ピシリと背筋が伸びている人で、なんだろう、先生を前に下学生の気分だ。
「永四郎先輩、あらんくて…例の、凛先輩の」
「あぁ、貴女が“ひな”さんですか」
ん、どうやら私は噂されていたらしい。
「はじみてぃーやーさい、金城ひなやいびん」
「俺は木手永四郎です。
この店のオーナーをやっています」
聞き覚えがある名前だな、と思って、気付いた。
「…あ、ゴーヤースムージーの“永四郎”さんですか?」
「えぇ、そうですが」
「ゴーヤースムージー、でーじまーさんかったやいびん」
「あぁ、ありがとうございます」
笑った表情に、凛さん達が言う黒さが見えなくてびっくりした。
暫く話していても黒さは解らなくて。
私は気付けば唸っていたらしい。
「どうしたんですか、唸って」
不思議なモノ…否、可哀相なモノを見る目で呟かれた。
その目を見て一瞬おや、と思うが自意識過剰かもしれない、と思い直して考えていることを告げる。

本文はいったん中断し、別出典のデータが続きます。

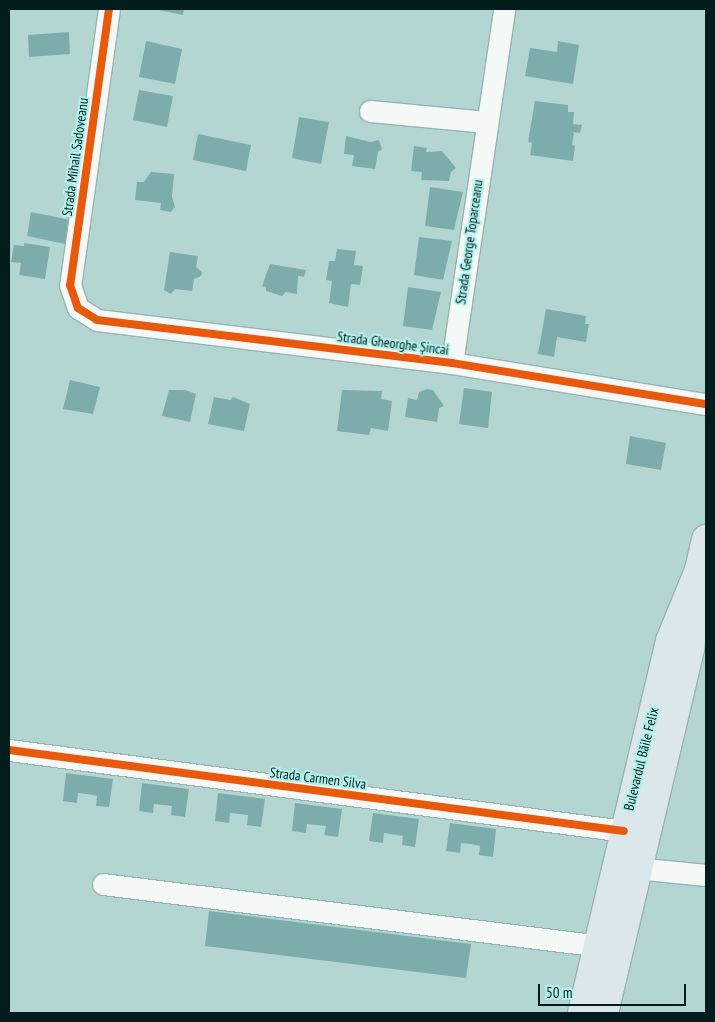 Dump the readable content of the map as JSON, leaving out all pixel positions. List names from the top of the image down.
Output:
{
  "streets": {
    "main road": ["Bulevardul Băile Felix"],
    "street": [
      "Strada Mihail Sadoveanu",
      "Strada George Toparceanu",
      "Strada Gheorghe Șincai",
      "Strada Carmen Silva"
    ]
  },
  "crossings": [
    ["Strada Mihail Sadoveanu", "Strada Gheorghe Șincai"],
    ["Strada George Toparceanu", "Strada Gheorghe Șincai"],
    ["Bulevardul Băile Felix", "Strada Carmen Silva"]
  ],
  "scale_bar": "50 m"
} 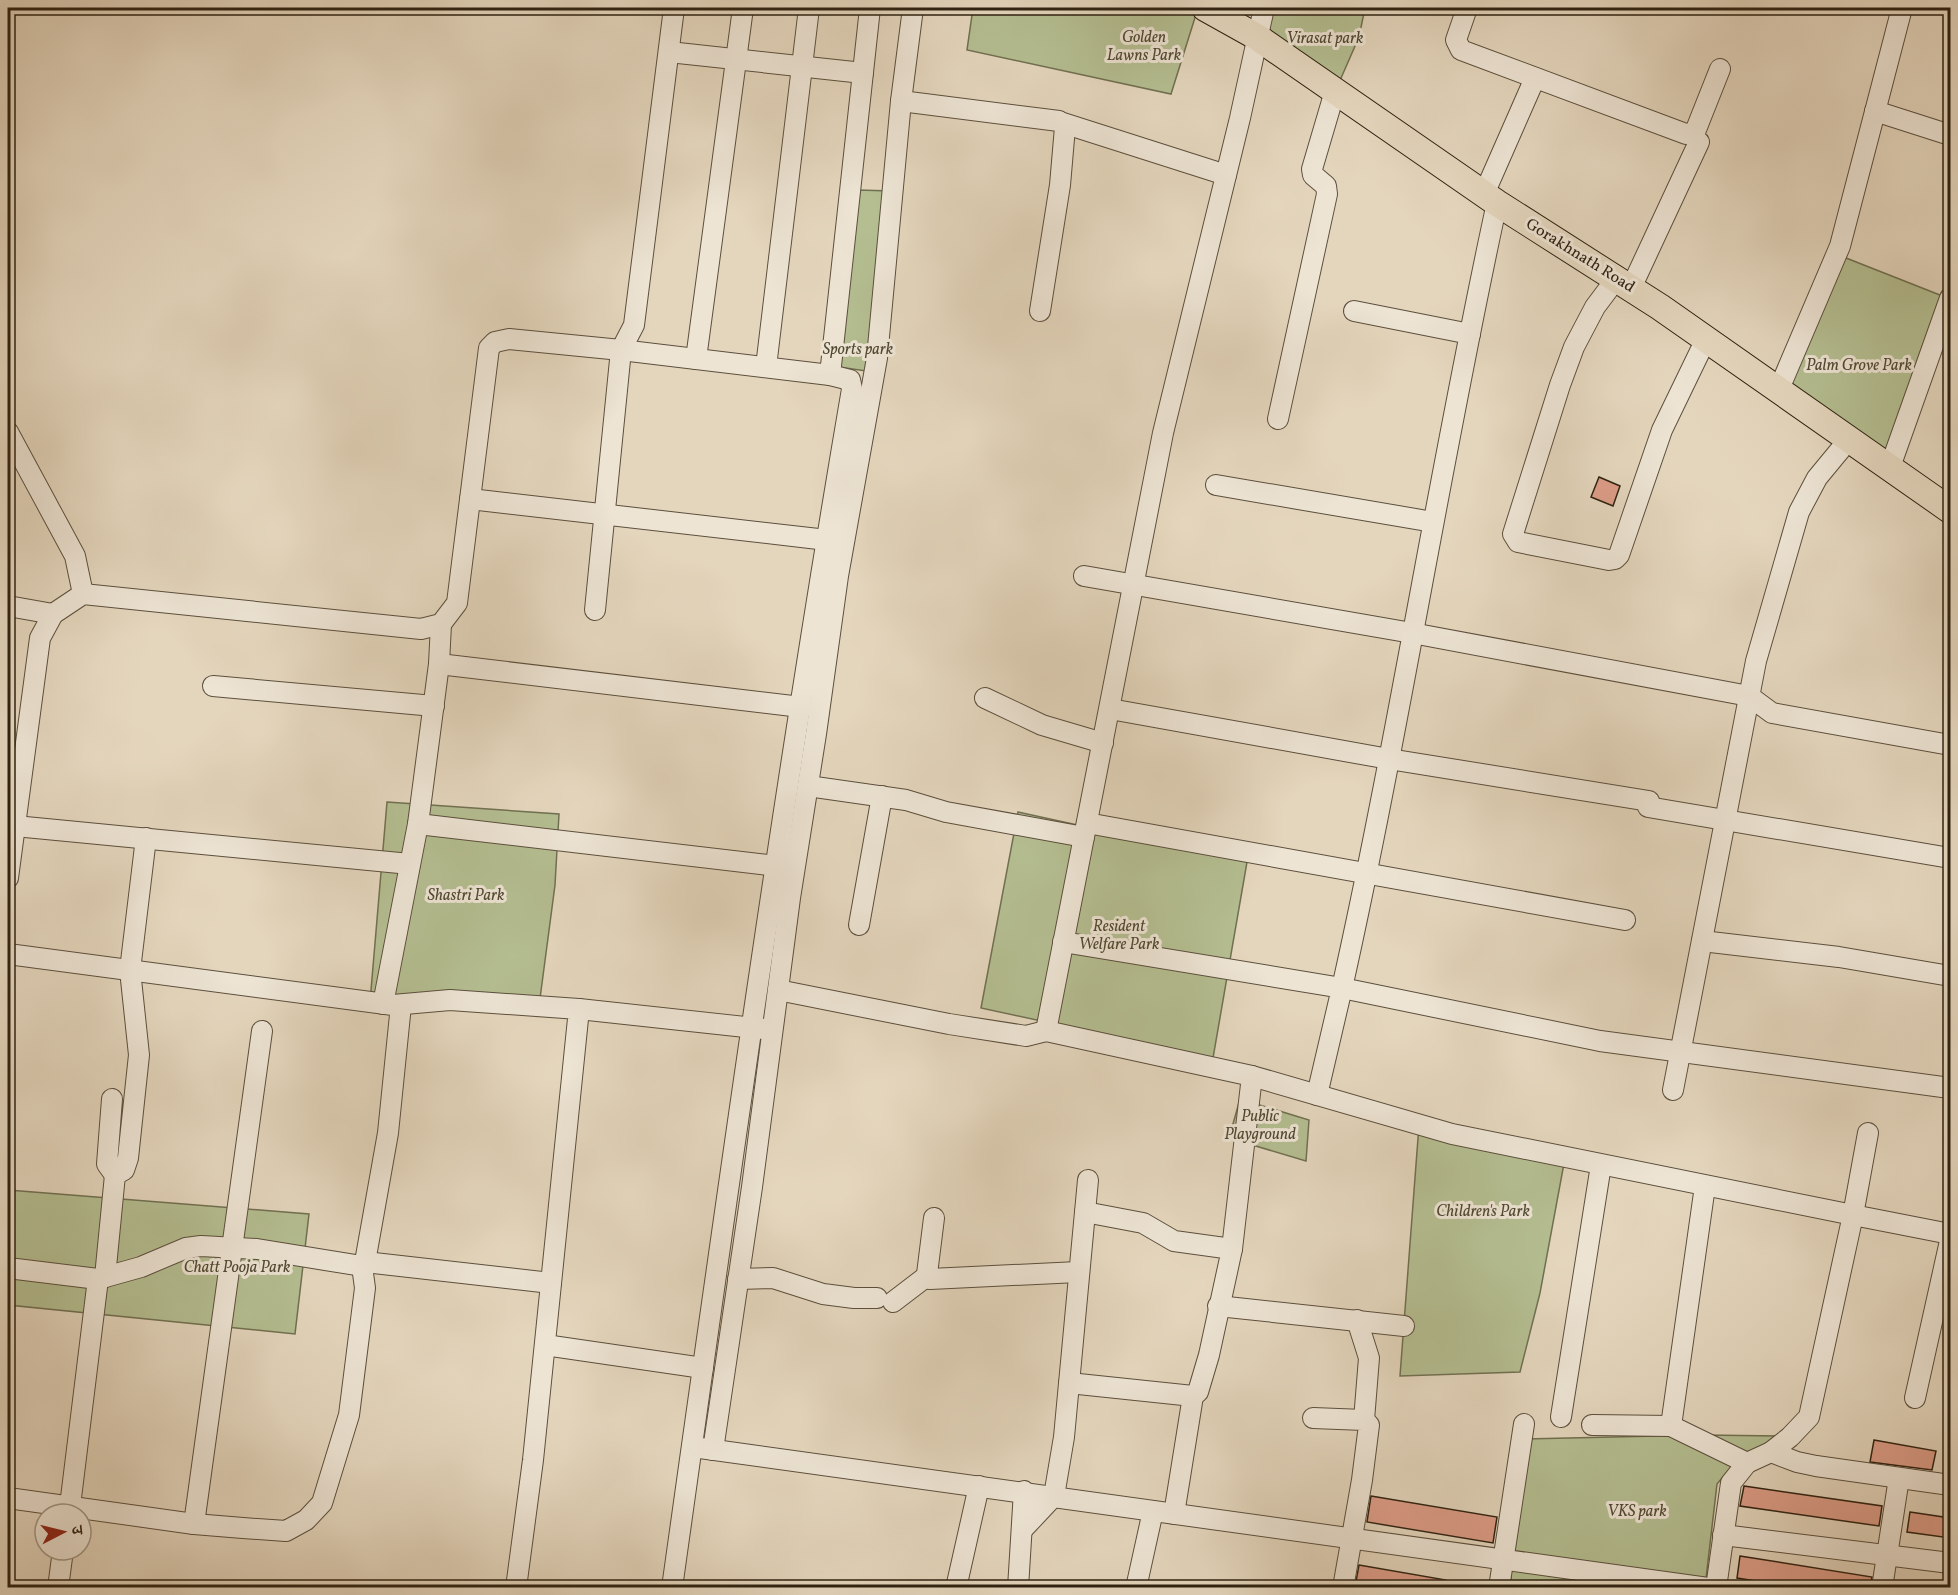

「いや、凛さん達が、永四郎さんやまぶやーってあびってたやいびん。
やしが、全然まぶやーくねーらんから、びっくりして…」
「まぁ、今更彼らが何を言ってても驚きませんがね」
ふぅ、とため息をついたところを見ると、今までにも散々言われているらしい。
苦笑すると、永四郎さんはやっぱり優しく笑う。
「くまーぬ人や、じゅんに優しいさぁ」
「…それは、嬉しい言葉ですね」
あれ、営業スマイル?
やけに綺麗な、さっぱりとした笑顔を向けられてまたおや、と思う。
「ぬーが、引っ掛かりますか?」
「いえね、平古場クン達も含まれてるのかと思うとうんざりするだけですから。
気にしなくて結構ですよ」
その言葉に苦笑しながら、私はしっかりと心に刻み付けた。
この人は、確かに凛さん達の言う通りなのかもしれない、と。
その後、慧さんや知弥さんとも話して、私は帰路についた。
永四郎さんを店長に、経理担当の知弥さん、料理担当の寛さん、慧さん。
製菓担当の浩一君、アルコール担当の裕次郎さんに凛さん。
この7人だから、島宝はこんなに温かいんだ。